No reason to hit the panic button. You may want to consider having several more USPSA tests 90 days apart to determine if the change is a continuous upward trend or fluctuations. If those tests continue to rise then you may have other decisions to consider with your medical team. You will want to gather clinical data...

The first may be whether to image, when, at what PSA and with what? The PSMA scans recently approved by the FDA can detect at <.5 but as your PSA goes up, so does their detection rate.

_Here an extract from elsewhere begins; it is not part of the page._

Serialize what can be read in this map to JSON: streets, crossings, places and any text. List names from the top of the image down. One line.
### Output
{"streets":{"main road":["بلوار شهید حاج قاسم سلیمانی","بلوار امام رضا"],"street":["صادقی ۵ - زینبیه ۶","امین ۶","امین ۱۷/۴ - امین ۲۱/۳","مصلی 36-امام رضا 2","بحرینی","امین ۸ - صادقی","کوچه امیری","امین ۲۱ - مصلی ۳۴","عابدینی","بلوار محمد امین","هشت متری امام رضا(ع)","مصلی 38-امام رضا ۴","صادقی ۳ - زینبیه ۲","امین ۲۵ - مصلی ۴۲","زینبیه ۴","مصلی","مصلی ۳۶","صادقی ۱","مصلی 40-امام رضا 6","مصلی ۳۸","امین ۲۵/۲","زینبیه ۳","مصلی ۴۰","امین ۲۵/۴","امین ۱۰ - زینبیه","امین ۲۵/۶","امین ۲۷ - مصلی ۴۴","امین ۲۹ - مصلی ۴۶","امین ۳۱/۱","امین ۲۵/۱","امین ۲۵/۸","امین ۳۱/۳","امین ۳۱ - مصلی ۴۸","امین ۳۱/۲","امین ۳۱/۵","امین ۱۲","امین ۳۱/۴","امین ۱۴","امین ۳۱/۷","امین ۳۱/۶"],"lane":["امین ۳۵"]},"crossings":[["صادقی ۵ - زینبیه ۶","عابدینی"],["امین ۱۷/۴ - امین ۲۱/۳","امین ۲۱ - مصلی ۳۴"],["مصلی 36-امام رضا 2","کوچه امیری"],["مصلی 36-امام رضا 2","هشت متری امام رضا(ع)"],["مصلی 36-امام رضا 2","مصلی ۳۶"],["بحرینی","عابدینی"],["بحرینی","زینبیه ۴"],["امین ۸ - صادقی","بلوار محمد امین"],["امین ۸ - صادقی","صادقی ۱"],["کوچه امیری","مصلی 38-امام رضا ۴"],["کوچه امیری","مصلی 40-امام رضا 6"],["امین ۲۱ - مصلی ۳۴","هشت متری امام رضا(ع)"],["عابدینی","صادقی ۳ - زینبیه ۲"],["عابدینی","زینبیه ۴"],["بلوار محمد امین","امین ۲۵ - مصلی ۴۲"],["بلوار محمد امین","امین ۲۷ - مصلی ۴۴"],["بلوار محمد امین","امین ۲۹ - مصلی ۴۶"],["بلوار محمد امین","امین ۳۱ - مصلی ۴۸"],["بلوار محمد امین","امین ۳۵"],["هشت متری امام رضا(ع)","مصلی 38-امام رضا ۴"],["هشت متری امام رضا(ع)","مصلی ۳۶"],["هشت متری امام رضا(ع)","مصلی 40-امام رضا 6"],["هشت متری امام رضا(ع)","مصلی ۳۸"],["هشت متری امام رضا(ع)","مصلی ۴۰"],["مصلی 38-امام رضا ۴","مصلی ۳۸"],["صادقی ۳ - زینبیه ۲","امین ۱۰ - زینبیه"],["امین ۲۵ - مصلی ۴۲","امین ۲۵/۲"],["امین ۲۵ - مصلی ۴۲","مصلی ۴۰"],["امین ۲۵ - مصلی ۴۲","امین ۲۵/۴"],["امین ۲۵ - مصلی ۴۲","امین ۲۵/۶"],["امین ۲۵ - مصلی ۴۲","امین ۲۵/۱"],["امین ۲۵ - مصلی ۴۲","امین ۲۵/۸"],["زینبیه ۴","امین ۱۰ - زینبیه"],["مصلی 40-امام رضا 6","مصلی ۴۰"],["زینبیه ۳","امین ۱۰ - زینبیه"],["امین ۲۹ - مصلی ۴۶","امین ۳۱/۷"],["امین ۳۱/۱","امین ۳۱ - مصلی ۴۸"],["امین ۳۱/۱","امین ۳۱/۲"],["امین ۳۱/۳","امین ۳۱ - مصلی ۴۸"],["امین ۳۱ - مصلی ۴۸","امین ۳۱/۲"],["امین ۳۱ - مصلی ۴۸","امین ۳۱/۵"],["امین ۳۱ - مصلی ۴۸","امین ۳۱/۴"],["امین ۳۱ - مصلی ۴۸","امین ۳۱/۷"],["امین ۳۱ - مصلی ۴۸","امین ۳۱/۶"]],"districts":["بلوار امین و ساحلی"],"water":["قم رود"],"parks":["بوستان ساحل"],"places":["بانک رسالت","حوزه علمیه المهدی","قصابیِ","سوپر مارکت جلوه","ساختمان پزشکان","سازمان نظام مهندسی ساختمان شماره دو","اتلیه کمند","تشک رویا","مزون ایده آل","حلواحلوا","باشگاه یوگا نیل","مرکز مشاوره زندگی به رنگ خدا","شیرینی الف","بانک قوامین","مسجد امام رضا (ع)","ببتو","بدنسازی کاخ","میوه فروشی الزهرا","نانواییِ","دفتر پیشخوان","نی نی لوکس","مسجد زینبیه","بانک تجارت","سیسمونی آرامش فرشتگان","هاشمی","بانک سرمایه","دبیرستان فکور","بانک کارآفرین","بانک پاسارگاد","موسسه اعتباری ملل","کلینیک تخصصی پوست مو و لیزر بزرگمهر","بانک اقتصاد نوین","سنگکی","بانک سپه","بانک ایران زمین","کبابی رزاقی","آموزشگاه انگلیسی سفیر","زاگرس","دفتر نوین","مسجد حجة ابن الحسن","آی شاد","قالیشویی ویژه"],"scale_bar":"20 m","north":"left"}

If your PSA continues to rise then you can calculate PSDAT and PSAV.

You may want to discus Genomic testing with your medical team.

Informed by clinical data, you and your medical team can make a decision about treatment, whether to and if, when to initiate, with what, for how long, how to monitor response...

In my case, I was diagnosed in Jan 14, had RP in March 14, BCR in Dec 15, SRT in Mar 16 then in Jan 17 did 18 months of ADT, six cycles of taxotere and 25 IMPRT to the PLNs, finished treatment in May 18.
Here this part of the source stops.